The $7.6 billion acquisition of Dresser-Rand is Siemens’ latest move in its bid to enter the booming US shale oil & gas market.
Ever since Siemens’ long-time chief financial officer Joe Kaeser took over as chief executive last year, 2014 looked bound to be a year of change at the German engineering giant.
Earlier this year, he announced a major company reorganisation, effective from the start of this month, that eliminates layers of management and sharpens the company’s focus on the North American market, in particular the oil & gas market.
That strategy was supported by the acquisition of Rolls-Royce’s aero-derivative gas turbine and compressor business and the hiring of Shell executive Lisa Davis to become the US-based chief executive of Siemens Energy Sector.

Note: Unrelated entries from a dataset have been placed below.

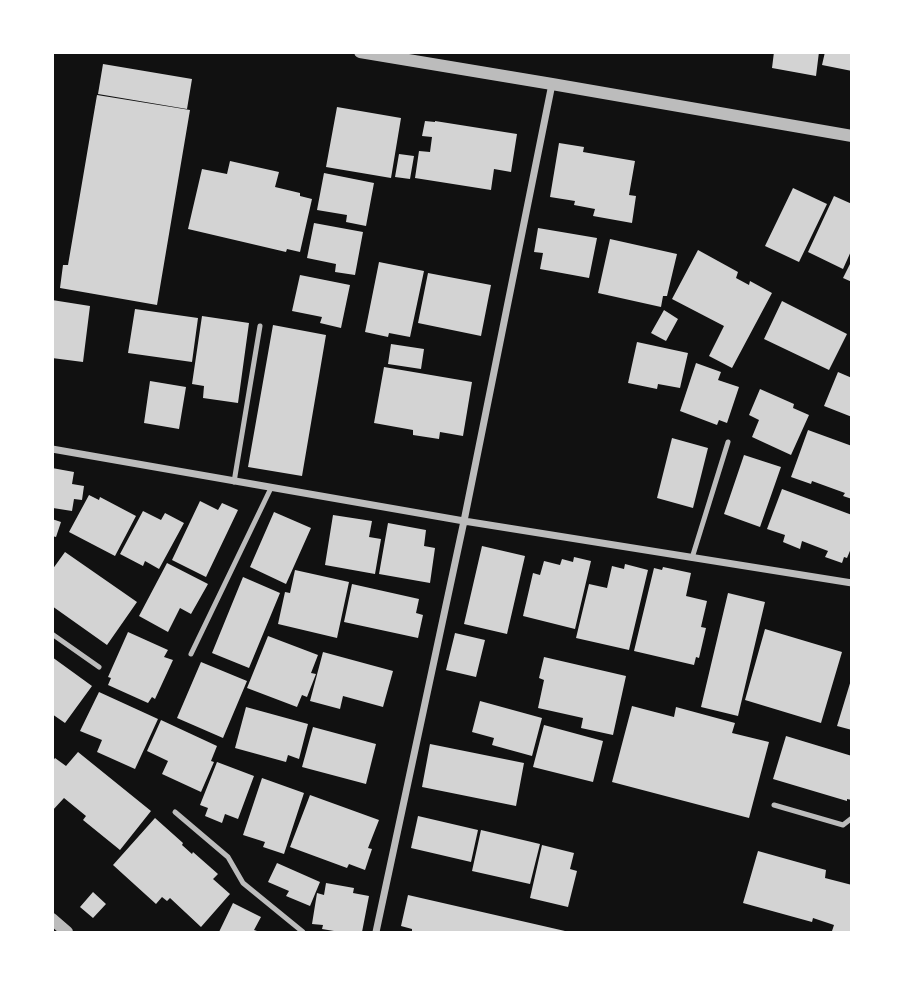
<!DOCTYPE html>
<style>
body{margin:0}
#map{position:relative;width:904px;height:985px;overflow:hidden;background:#111;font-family:Rubik,sans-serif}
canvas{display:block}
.frame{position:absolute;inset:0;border:54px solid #fff;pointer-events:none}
</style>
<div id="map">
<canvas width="904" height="985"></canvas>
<div class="frame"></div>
</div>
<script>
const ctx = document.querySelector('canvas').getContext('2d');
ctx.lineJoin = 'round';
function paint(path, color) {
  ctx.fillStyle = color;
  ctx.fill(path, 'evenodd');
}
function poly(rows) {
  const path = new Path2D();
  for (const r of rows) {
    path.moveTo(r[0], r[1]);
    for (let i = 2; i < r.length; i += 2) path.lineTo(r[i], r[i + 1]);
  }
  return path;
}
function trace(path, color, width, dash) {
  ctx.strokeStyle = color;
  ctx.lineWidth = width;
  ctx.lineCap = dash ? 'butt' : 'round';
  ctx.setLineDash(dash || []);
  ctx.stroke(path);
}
const building = poly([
 [774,52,819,52,816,76,772,68],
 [825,52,852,52,852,71,822,65],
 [103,64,192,79,187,109,98,94],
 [97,95,190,110,157,305,60,288,63,265,68,265],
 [337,107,401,118,391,178,326,167],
 [425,121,435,122,435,121,517,134,511,172,494,169,491,190,415,178,419,151,430,152,432,137,422,136],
 [559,143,584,147,583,152,635,161,629,195,636,196,632,223,593,216,595,209,574,205,575,201,550,197],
 [399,154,414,156,410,179,395,177],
 [230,161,279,172,275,187,300,193,300,196,312,199,300,252,287,249,286,252,188,229,202,169,227,174],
 [324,173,374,183,366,226,346,222,347,215,317,210],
 [793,188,827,204,799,262,765,246],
 [834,196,852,204,852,249,843,269,808,252],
 [314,223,363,232,355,275,335,272,336,264,307,258],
 [538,228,597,238,589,278,540,269,543,253,534,252],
 [610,239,677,254,667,296,663,296,661,307,598,293],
 [698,250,738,272,736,278,749,285,750,281,772,293,732,368,709,356,724,326,672,299],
 [852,260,852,282,843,278],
 [379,262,424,271,410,337,389,333,388,337,365,332],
 [428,273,491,285,481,336,418,323],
 [300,275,350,285,341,328,320,323,322,317,292,311],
 [52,300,90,306,83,362,52,358],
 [782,301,847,334,829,370,764,339],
 [135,309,198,318,192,362,128,353],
 [664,310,678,319,666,341,651,333],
 [202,316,249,323,238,403,203,398,204,386,192,384],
 [273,325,326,335,302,476,248,467],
 [637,342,688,353,680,388,658,384,657,389,628,383],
 [391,344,424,349,421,369,388,364],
 [696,363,721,372,718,380,739,387,727,423,719,420,717,425,680,411],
 [384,367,472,382,463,436,440,432,439,439,413,435,413,430,374,423],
 [838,372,852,378,852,417,824,406],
 [150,381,186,387,179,429,144,423],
 [760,389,794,404,793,408,809,415,791,455,752,437,759,420,749,415],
 [808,430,852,446,852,499,843,496,845,493,812,481,811,484,791,477],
 [672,438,708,448,693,508,657,498],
 [744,455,781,467,760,527,724,514],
 [52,468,74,472,72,484,84,486,82,500,74,499,72,511,53,508],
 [782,489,852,515,852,546,847,558,844,557,842,563,825,557,828,551,802,541,800,549,783,542,785,535,767,529],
 [89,495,99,500,100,497,136,516,115,556,69,532],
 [200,501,218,510,222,503,238,510,206,577,172,560],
 [143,511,161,520,165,513,184,523,159,569,145,561,143,566,120,554],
 [274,512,311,528,286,584,250,567],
 [333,515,372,521,369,537,381,539,375,574,325,565],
 [52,519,61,522,56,537,52,536],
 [388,523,426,530,424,546,435,548,430,583,379,574],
 [482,546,525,556,507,634,464,624],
 [65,552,137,602,107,645,52,606,52,570],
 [574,557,591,561,575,629,523,616,533,573,540,575,544,561,560,565,562,559,573,562],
 [167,563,208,584,191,614,180,608,168,632,139,616],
 [625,564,648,570,629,650,576,638,589,584,607,588,612,566,624,569],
 [663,567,691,573,686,596,707,601,701,627,706,628,699,658,696,657,694,665,634,651,654,568,662,570],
 [295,570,349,582,337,638,278,624,285,592,290,593],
 [243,577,280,593,249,668,212,653],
 [352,584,419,599,416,613,423,615,418,638,344,622],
 [728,593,765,602,738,716,701,707],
 [765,629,842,652,821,723,745,700],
 [128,632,168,650,164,657,173,660,155,699,152,697,148,703,108,685,111,678,108,677],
 [455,633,485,640,476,677,446,670],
 [268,636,318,655,311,673,316,674,307,697,302,695,297,707,247,688],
 [323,652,393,671,383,707,343,696,340,709,310,701],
 [52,657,92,686,65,723,52,714],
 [544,657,626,676,613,735,581,728,583,718,538,708,544,680,539,678],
 [201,662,247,681,223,738,177,718],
 [851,680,852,680,852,730,837,726],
 [99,692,158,719,135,769,97,752,102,740,80,731],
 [480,701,542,718,532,756,492,745,494,738,472,732],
 [632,706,674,717,676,707,735,723,732,733,769,742,749,818,612,782],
 [246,707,308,724,299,759,288,755,286,762,235,748],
 [161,720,217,746,211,761,214,762,201,792,162,774,168,761,147,751],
 [544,725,603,741,593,782,533,767],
 [313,727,376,744,366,784,302,767],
 [786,736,852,756,852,800,847,799,847,801,773,779],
 [430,744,524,763,516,806,422,787],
 [78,752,151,811,120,850,83,820,86,816,64,798,52,811,52,762,55,758,66,766],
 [217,762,254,776,238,819,225,814,222,823,205,816,208,808,200,805],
 [262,778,304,793,284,854,263,847,265,842,243,835],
 [310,795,379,820,368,848,372,849,365,870,349,864,347,868,290,847],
 [418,816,478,830,471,862,411,848],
 [155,818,183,843,182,845,192,854,193,852,218,874,213,879,230,894,201,927,170,898,167,901,162,897,156,904,113,865],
 [481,830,540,844,530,884,472,871],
 [542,845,574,853,570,869,577,871,568,907,530,898],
 [758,851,826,870,825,878,852,885,852,932,836,932,832,931,834,925,813,918,812,922,743,903],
 [277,863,320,882,310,906,286,896,289,891,268,882],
 [326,883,354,888,353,893,369,896,362,932,340,932,322,929,323,925,312,924,317,893,324,895],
 [93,892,106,904,93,918,80,907],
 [408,895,565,931,565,932,412,932,412,929,401,926],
 [233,903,261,917,254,930,260,932,219,932]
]);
const service = poly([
 [234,482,260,326],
 [692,558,728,442],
 [52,634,99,667],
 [191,654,271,488],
 [774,805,843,825,852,818],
 [175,812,228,857,243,883,303,932]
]);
const minor = poly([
 [52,449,464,521,852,583],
 [376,932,464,521,552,84]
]);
const tertiary = poly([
 [360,52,552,84,852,136],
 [52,919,67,932]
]);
paint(building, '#d3d3d3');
trace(service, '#bcbcbc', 5);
trace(minor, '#bcbcbc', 7);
trace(tertiary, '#bcbcbc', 12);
</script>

The truth is that the energy business has both clean and dirty sides
ARC Advisory group RD David Humphrey
The latest and most significant step in the strategy came last month, when Siemens announced plans to acquire rotating equipment specialist Dresser-Rand for $7.6 billion.
Subject to approvals, the deal is expected to be completed by the summer of 2015. Davis will run the whole energy business from Houston, the first time that a major Siemens division will be located on another continent, and Dresser-Rand will become “the oil & gas company” within Siemens.
Davis said she hoped Siemens would become “the leading rotating equipment and process system integrator for the oil and gas industry”.
ARC Advisory Group research director David Humphrey says the move to Houston was unlikely to be difficult for Siemens’ oil & gas business, as it was “never well integrated into the Siemens structure”.
However, he adds that many in the industry believe Siemens has missed the boat when it comes to the US shale boom.
“The first reaction of many is that Siemens is late to the game in North America’s shale-gas industry, and $7.6 billion is a high price to pay for Dresser-Rand,” says Humphrey.
“But Siemens sees long-term opportunities for itself in the oil & gas market, expecting growth in this segment of 6 - 8% after 2016. Moreover, the cost of not acquiring Dresser-Rand could have been much higher for Siemens. Swiss-based Sulzer, headed ironically by Peter Loescher, who was squeezed out as Siemens’ chief just a year ago, was said to be bidding for Dresser-Rand. But Sulzer is not Siemens archrival in North America, nor does it pose a threat to Siemens elsewhere in the world. This distinction goes to General Electric (GE), the company that earlier this year went head-to-head with Siemens in a bidding war for France’s Alstom – and won.”
Indeed, Humphrey says Siemens’ acquisition of Dresser-Rand gives it the two-fold benefit of both gaining market share in the US shale segment and strengthening itself in areas where GE is its main competitor.
“The deal creates a supplier with the rare combination of a broad portfolio of process automation solutions complemented by a portfolio of specialised heavy equipment such as compressors and turbines,” he says.
“The only company with a similar profile is GE. The deal will likely result in greater [sales] for Siemens’ process automation business through Dresser’s customer base.”
Humphrey adds that in the future Siemens might consider embedding more sophisticated forms of automation and control directly in oilfield equipment, creating more complete solutions.
The acquisition of Dresser-Rand’s strong market position will also bring benefits for other key industries for Siemens, such as downstream, process chemicals and petrochemicals that, says Humphrey, could lead to pull-through sales of Siemens’ Simatic PCS7 DCS platform as well as asset lifecycle management services.
The deal also offers Siemens the chance to participate in the current liquefied natural gas (LNG) boom as the US exports excess shale.
However, there are doubts about other areas of the deal, in addition to the question of whether Siemens is too late to US shale.
“What will Siemens ultimately do with Dresser’s commercial nuclear products, which include high-pressure coolant injection and auxiliary feed water steam turbines,” asks Humphrey.
“Three years ago, Siemens announced its intention to abandon its nuclear power business following the German government’s decision to phase out nuclear power by 2022.
“If the company intends to maintain that policy, it might eventually sell off this business.”
To Frack or not to Frack
There are also critics of the deal pointing out that Siemens’ entrance into the fracking business is inconsistent with its green image as a technology provider for renewable energies.
“The truth is that the energy business has both clean and dirty sides,” says Humphrey. “Siemens will have to learn to explain how these sides go together – especially in environmentally-conscious Europe.”